--- START ---

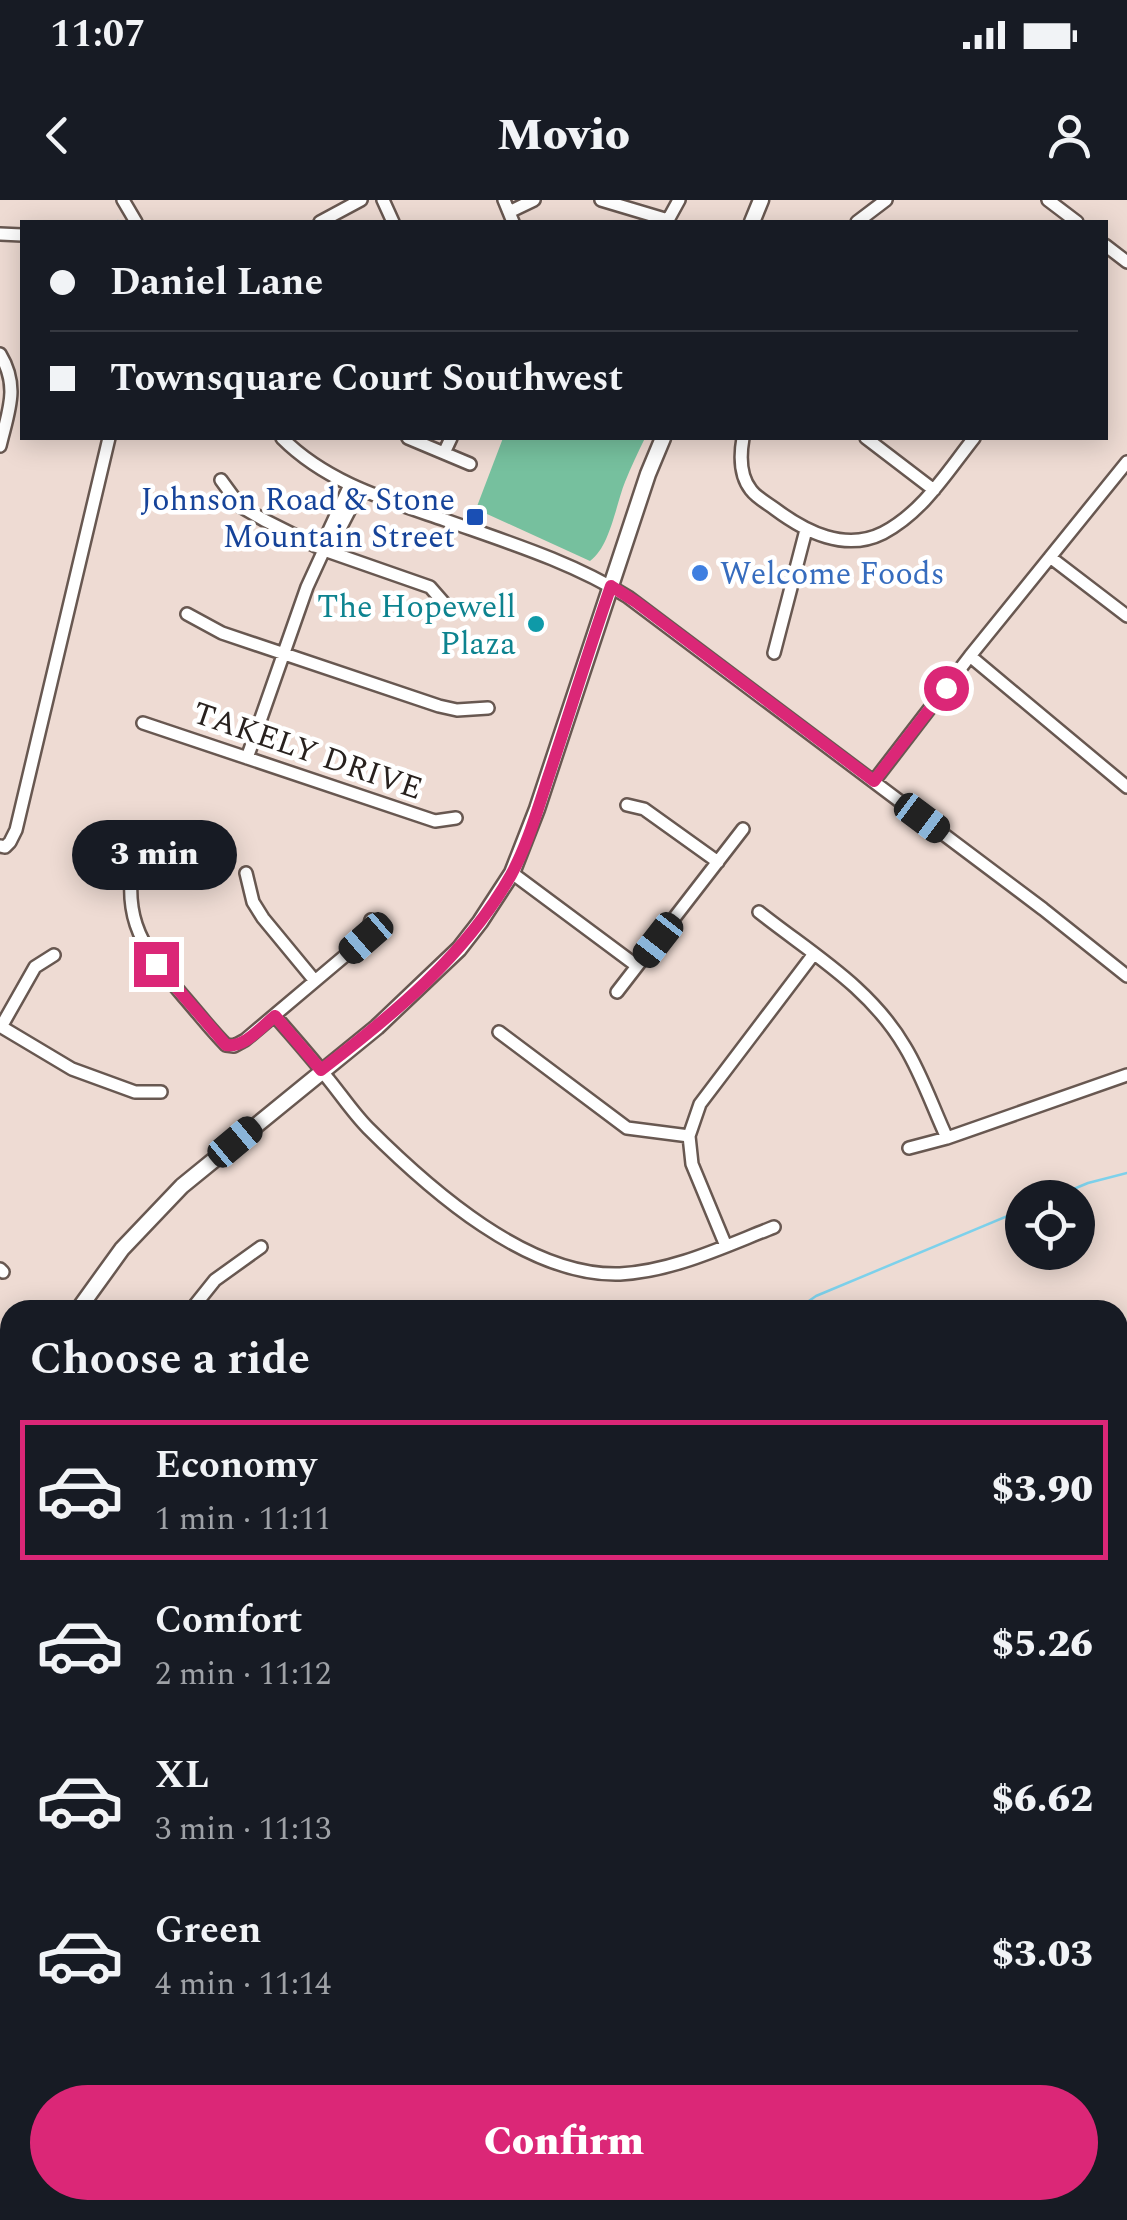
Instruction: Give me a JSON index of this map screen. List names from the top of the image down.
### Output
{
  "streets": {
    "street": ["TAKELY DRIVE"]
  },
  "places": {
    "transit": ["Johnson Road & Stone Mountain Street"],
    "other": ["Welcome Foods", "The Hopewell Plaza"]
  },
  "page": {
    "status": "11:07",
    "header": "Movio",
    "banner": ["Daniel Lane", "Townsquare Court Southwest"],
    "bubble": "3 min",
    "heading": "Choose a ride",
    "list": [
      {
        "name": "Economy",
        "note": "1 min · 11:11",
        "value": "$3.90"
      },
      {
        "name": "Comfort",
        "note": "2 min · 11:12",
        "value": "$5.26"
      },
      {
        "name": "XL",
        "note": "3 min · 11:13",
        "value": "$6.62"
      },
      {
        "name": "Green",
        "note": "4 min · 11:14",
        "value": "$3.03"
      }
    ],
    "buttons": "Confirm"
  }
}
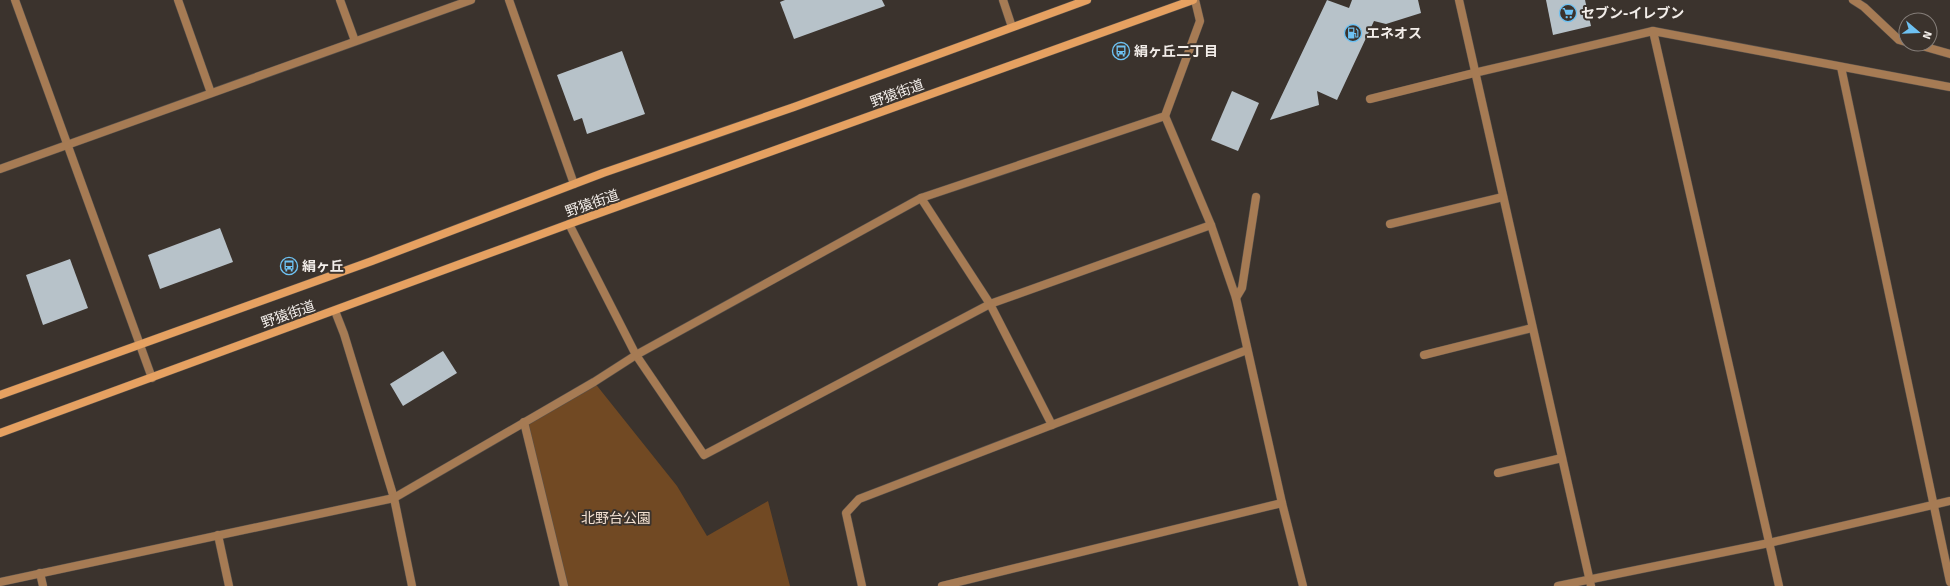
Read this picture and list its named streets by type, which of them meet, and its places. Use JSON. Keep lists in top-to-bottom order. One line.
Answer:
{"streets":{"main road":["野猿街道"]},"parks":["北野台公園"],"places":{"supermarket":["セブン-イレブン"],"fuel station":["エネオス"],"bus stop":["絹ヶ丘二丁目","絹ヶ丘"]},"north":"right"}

--- END ---
--- START ---

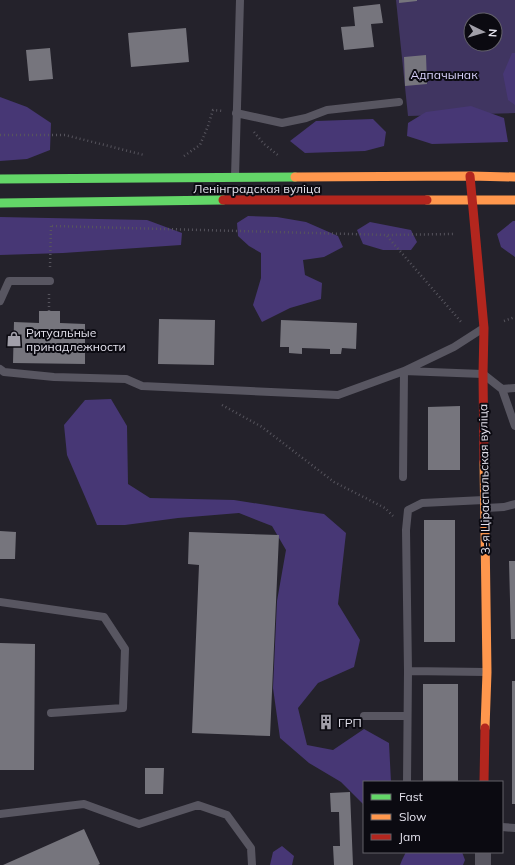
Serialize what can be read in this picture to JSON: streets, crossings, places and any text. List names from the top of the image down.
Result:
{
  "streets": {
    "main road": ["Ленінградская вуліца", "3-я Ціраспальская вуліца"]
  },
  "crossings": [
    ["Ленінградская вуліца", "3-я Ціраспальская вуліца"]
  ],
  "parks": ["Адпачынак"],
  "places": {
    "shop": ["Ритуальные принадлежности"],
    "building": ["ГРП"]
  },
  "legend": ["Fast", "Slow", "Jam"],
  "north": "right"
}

--- END ---
--- START ---

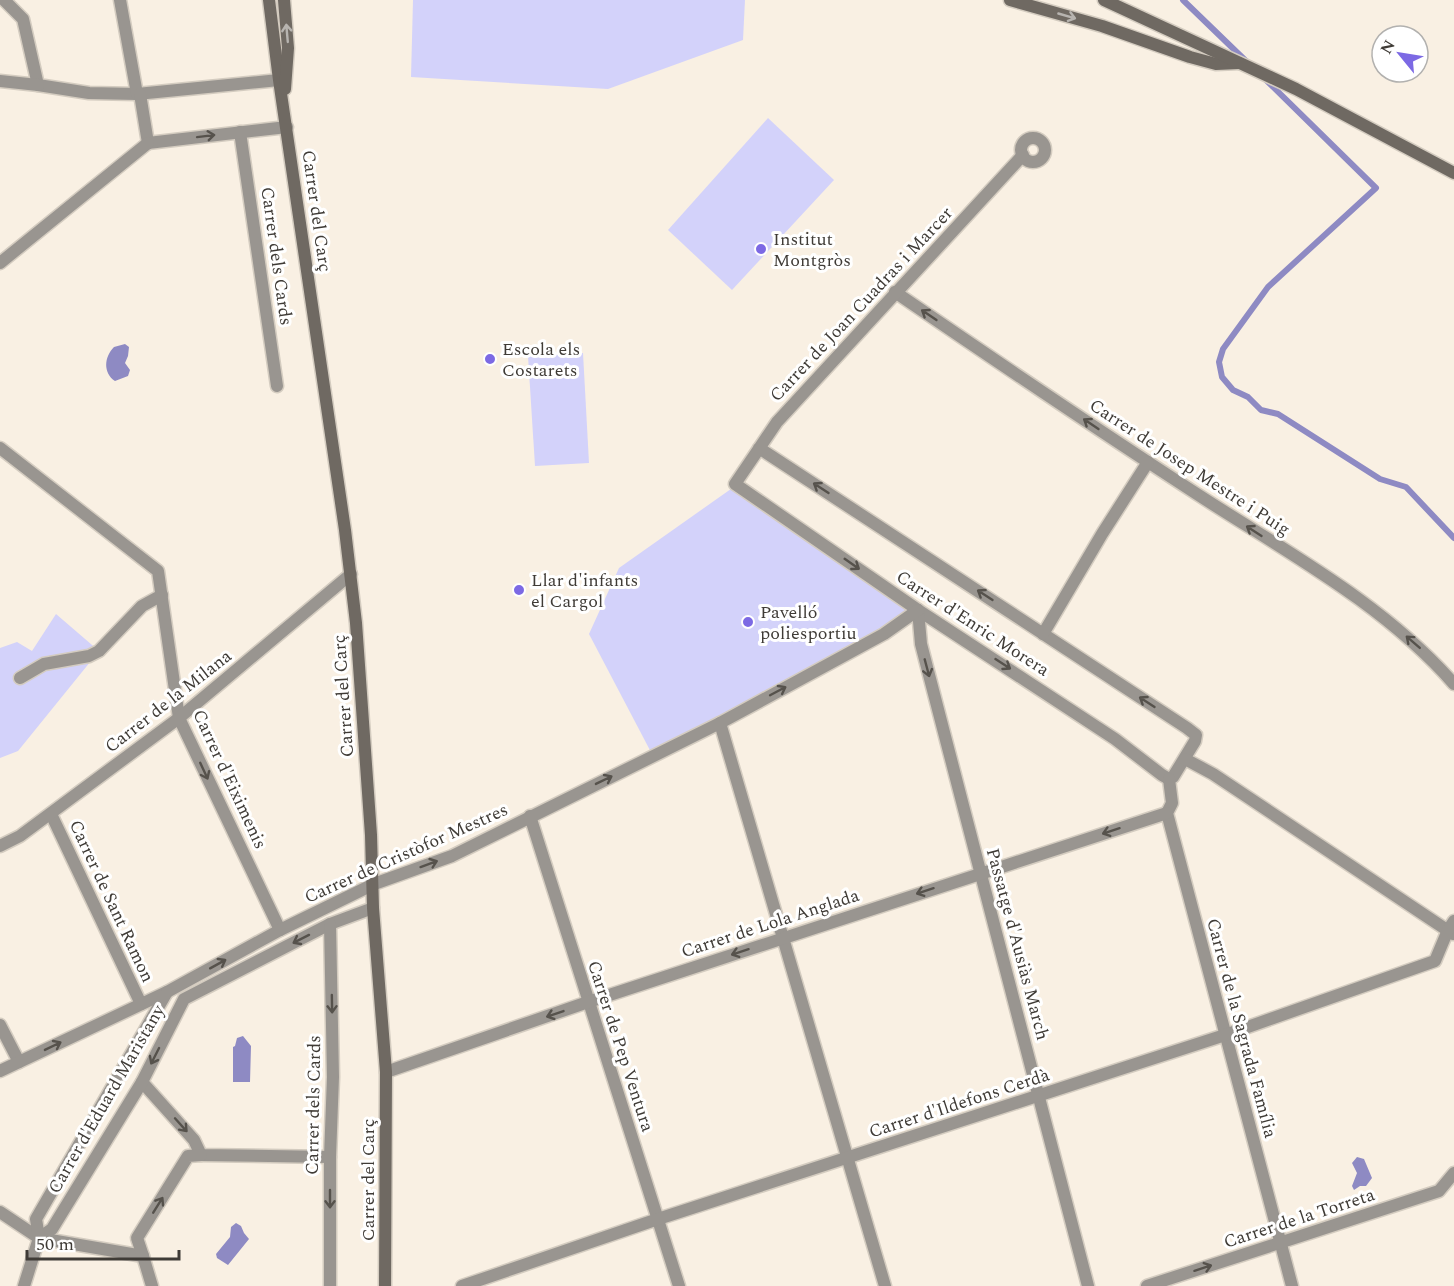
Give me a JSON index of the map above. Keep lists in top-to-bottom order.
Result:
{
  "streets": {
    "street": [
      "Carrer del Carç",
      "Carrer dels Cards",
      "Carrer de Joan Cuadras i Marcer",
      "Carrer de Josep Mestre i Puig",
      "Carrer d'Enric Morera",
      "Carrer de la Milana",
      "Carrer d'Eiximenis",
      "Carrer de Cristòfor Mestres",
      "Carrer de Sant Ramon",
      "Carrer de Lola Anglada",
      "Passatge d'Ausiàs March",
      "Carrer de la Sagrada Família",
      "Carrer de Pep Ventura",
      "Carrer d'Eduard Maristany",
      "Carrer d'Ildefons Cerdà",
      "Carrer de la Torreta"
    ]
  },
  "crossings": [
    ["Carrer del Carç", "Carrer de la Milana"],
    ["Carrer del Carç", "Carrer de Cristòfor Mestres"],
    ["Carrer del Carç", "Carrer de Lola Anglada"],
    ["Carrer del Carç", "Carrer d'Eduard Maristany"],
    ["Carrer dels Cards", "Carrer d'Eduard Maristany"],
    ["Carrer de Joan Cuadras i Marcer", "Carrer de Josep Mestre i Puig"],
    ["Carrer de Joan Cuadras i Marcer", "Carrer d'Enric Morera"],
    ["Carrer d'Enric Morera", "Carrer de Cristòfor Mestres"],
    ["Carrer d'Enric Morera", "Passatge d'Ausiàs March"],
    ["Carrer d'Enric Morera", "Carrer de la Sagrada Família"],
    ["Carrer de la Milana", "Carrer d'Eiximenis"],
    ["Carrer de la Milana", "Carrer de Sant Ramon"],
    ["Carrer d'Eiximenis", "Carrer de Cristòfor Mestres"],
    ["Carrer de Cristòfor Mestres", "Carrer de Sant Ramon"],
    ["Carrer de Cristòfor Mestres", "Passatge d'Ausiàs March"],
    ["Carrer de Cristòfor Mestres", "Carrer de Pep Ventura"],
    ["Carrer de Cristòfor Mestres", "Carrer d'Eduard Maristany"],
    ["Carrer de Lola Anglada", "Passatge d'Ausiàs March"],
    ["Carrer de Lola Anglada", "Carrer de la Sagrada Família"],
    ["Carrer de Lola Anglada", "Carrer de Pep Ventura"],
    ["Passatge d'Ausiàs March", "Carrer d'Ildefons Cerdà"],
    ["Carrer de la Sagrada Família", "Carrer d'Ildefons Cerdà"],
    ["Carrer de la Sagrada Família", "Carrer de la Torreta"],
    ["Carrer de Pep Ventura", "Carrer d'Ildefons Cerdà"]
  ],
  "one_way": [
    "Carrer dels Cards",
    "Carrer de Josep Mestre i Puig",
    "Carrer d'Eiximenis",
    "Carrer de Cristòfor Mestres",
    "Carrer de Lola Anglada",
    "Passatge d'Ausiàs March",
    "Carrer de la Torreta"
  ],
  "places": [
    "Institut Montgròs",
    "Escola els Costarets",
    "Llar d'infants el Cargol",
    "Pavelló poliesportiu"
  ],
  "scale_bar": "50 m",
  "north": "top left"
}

--- END ---

* [ASSIGNMENT]: The answer must be every line of the data that contains the word "lists".

* [THE COMPLETED TASK]:
Read this picture and list its named streets by type, which of them meet, and its places. Use JSON. Keep lists in top-to-bottom order. One line.
Give me a JSON index of the map above. Keep lists in top-to-bottom order.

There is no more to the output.